Task prompt: Wherever a line of the records contains "center", copy that line.

START Information supplied

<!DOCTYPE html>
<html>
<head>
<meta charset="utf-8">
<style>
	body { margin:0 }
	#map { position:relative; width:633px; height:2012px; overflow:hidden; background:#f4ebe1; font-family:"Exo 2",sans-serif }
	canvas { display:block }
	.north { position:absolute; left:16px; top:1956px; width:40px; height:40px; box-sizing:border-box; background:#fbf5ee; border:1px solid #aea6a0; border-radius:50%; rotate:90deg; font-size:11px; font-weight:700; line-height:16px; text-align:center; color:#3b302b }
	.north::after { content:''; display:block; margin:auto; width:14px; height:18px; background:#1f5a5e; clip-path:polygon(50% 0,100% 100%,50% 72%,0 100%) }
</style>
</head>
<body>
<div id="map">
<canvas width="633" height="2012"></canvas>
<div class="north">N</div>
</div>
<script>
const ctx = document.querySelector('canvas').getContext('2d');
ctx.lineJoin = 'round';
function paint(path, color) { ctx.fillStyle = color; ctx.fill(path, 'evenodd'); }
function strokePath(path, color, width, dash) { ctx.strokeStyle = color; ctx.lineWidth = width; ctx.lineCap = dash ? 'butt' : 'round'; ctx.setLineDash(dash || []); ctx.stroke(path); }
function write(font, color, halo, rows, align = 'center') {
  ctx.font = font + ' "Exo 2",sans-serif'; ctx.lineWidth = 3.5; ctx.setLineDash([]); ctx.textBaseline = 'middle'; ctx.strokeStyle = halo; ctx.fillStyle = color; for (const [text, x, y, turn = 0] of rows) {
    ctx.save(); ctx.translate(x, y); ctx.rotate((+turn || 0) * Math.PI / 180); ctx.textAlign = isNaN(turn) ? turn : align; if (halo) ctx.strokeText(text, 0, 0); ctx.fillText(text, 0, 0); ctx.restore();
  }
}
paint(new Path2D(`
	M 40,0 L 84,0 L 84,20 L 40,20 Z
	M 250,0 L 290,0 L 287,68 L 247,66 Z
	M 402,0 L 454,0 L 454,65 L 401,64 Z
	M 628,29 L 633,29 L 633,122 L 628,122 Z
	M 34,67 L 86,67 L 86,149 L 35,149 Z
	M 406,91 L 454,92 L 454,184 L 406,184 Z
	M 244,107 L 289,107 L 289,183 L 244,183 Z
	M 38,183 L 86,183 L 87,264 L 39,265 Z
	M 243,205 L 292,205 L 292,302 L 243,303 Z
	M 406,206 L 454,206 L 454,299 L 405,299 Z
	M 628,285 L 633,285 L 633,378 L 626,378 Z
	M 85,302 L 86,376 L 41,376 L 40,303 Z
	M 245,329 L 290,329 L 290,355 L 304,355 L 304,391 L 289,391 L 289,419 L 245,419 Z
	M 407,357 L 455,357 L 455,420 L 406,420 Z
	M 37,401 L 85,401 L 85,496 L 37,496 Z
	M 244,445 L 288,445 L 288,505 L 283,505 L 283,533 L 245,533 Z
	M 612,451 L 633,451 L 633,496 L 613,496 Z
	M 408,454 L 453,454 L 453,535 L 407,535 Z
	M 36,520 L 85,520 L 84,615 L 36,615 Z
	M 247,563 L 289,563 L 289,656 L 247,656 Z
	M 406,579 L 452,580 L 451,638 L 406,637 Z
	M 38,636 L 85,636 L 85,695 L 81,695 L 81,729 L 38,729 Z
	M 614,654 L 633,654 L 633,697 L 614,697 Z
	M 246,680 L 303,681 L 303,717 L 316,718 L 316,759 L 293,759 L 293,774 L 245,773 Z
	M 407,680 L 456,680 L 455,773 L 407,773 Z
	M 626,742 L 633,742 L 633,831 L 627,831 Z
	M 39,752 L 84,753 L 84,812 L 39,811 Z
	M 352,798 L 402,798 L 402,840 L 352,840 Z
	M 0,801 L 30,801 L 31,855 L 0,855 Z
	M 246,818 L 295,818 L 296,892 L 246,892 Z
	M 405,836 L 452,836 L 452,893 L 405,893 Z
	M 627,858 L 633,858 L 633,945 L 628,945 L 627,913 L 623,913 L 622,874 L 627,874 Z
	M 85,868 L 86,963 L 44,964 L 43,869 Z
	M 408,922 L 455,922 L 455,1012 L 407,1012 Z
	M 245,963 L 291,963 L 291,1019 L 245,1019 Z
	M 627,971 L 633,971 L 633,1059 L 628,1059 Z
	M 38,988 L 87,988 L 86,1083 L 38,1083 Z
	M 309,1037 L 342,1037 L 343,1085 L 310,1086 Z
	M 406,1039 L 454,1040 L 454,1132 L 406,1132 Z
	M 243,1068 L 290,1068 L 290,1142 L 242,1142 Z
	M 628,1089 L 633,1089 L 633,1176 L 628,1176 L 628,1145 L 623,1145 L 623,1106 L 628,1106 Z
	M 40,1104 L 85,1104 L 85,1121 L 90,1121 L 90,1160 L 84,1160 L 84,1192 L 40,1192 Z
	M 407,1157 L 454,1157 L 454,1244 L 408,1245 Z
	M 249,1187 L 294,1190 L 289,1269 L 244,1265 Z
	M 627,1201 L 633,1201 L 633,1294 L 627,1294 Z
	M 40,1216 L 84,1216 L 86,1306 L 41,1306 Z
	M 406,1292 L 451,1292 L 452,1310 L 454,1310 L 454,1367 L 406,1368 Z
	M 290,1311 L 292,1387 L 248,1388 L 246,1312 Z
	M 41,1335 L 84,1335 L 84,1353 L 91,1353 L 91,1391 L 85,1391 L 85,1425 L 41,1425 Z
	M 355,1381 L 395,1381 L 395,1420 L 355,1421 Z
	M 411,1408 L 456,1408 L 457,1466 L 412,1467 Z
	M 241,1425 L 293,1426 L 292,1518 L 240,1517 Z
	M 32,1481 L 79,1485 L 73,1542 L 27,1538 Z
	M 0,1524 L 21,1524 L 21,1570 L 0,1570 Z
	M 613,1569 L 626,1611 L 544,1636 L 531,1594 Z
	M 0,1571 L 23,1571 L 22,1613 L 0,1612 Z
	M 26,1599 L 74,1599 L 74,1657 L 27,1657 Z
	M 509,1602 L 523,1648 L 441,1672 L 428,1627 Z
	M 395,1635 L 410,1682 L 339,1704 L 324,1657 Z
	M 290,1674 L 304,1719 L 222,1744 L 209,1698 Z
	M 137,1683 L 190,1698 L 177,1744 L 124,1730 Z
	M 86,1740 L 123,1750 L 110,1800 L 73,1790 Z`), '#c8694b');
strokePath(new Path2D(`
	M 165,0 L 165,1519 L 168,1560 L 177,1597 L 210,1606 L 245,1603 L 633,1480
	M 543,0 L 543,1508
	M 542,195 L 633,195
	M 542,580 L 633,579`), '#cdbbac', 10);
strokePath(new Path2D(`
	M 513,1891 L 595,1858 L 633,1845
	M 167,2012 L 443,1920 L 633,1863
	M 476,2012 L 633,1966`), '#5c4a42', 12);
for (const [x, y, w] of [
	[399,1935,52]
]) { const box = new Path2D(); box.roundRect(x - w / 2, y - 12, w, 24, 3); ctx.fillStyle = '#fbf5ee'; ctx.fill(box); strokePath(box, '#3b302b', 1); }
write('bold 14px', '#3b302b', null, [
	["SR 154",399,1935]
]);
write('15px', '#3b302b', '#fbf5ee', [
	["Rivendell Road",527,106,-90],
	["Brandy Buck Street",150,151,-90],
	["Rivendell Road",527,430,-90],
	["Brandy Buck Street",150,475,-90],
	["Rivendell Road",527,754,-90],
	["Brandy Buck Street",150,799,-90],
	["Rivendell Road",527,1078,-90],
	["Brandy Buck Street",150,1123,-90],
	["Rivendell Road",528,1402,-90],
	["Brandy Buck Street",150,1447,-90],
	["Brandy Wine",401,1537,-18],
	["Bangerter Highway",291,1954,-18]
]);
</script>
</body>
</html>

END Information supplied

Response area:
	.north { position:absolute; left:16px; top:1956px; width:40px; height:40px; box-sizing:border-box; background:#fbf5ee; border:1px solid #aea6a0; border-radius:50%; rotate:90deg; font-size:11px; font-weight:700; line-height:16px; text-align:center; color:#3b302b }
function write(font, color, halo, rows, align = 'center') {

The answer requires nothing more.